Choosing the Best Format for Your Resume
To produce your baseline resume, you can use various resources in the Career Center Library, such as the Resumes & Professional Letters Writing Brochure. However, it's important to note that different formats can showcase your qualifications differently, so choose the one that best presents your alignment with the employer's needs.
Chronological FormatThe traditional chronological format highlights your career progression and the organizations you've been associated with. It's best suited if you've held leadership roles or had increasingly notable responsibilities with well-known organizations. This format lists your work experience in reverse chronological order, starting with your most recent job.
Functional FormatThe functional format emphasizes your range of knowledge, skills, and abilities before describing your employment history. It's best if you're looking to emphasize your transferable skills that match with the employer's needs. This format is useful when you want to highlight your achievements, but not necessarily in the order they occurred.
Curriculum Vitae (CV)Academia or research-oriented job seekers often use a curriculum vitae (CV). It's typically a more comprehensive and descriptive resume, incorporating areas of study and research, and presenting a more holistic view of your academic journey.
Applicant Tracking Systems (ATS)Many organizations use Artificial Intelligent systems, including advanced Applicant Tracking Systems, to screen, manage, and track resumes through their hiring processes. Familiarize yourself with the guidelines provided in our Online Resources section of this site to optimize your resume for ATS screening. Remember that managers spend approximately 15 seconds on the initial screening of resumes, so choose a format that confirms your alignment with the employer's needs in the top half of the page. Your decision between one or two-page presentations may also be influenced by this consideration.
Resume Appearance Checklist
- Does your job objective show your alignment with their core business, strategy, or goals? Use the balance of the document to showcase how your skills and experience support your objective.

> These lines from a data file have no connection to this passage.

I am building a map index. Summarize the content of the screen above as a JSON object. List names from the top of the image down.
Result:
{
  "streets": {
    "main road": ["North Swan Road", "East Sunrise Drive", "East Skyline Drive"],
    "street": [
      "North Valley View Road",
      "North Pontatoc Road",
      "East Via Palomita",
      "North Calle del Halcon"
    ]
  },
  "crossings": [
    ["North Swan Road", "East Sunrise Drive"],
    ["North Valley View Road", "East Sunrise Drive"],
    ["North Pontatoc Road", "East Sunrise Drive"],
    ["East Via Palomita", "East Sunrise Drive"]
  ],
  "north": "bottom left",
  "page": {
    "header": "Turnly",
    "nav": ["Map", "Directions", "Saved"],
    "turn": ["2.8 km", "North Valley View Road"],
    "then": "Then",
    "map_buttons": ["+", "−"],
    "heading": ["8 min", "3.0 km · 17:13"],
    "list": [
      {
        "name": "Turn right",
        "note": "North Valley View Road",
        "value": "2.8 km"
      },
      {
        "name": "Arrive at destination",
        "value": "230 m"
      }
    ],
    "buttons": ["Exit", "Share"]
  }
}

- Spelling, mixed tense, and grammatical errors provide the fastest route to the trash can for many otherwise powerful resumes. Have someone else proofread spelling and grammar for you. Do not rely on spell-check to correct errors! Spell-check will not differentiate between led and lead or between to, too, and two. The best rule of thumb is to read your resume backward. That is when spelling and grammatical errors really stand out.
- Make sure the resume is concise and easy to read. Too much ink on a page may be an indicator that you have information that is not relevant to that specific employer. It can create resume noise that keeps the reader from seeing your obvious matches with their urgent hiring needs.
- Do not use personal pronouns such as I, me, or my on a resume.
- Avoid repetitive phrases when describing your experience. Use Thesaurus resources to identify alternative phrasing.
- Describe activities that employers may not be familiar with, especially those unique to Texas A&M University (if you are a Recent Graduate).
- Instead of using abbreviations or acronyms for organizations, write the entire name of the group unless it is widely understood what they represent.
- Use a consistent font throughout the resume. Fonts such as Times Roman, Optima, Helvetica, Courier, and Arial are professional in appearance and easy to read. The text in the body of the resume should be 10- 11 points. Headings can be 12 points, with your name between 14 and 16 points.
- Use bold print to highlight each section or heading. However, avoid excessive use of underlining, italics, bold, or graphics. This adds unneeded emphasis and may make the information difficult to read. Margins can be set at 1” on all sides. If you need space, reduce the top and bottom margins first. All margins should never be smaller than .7”.
- Always use high-quality paper, but it does not have to be “resume paper”.
- Print your resume professionally using black ink on white paper. (You will want to carry six copies of your resume to each interview.)
- Compose a separate cover letter to accompany each resume and address the letter to a specific person. We provide a recommended template to develop Cover Letters to separate you from your competition.
- Use our Networking contact resources to identify addressees for Cover Letters. Avoid sending a letter that begins with “Dear Sir/Madam” or “To Whom It May Concern”.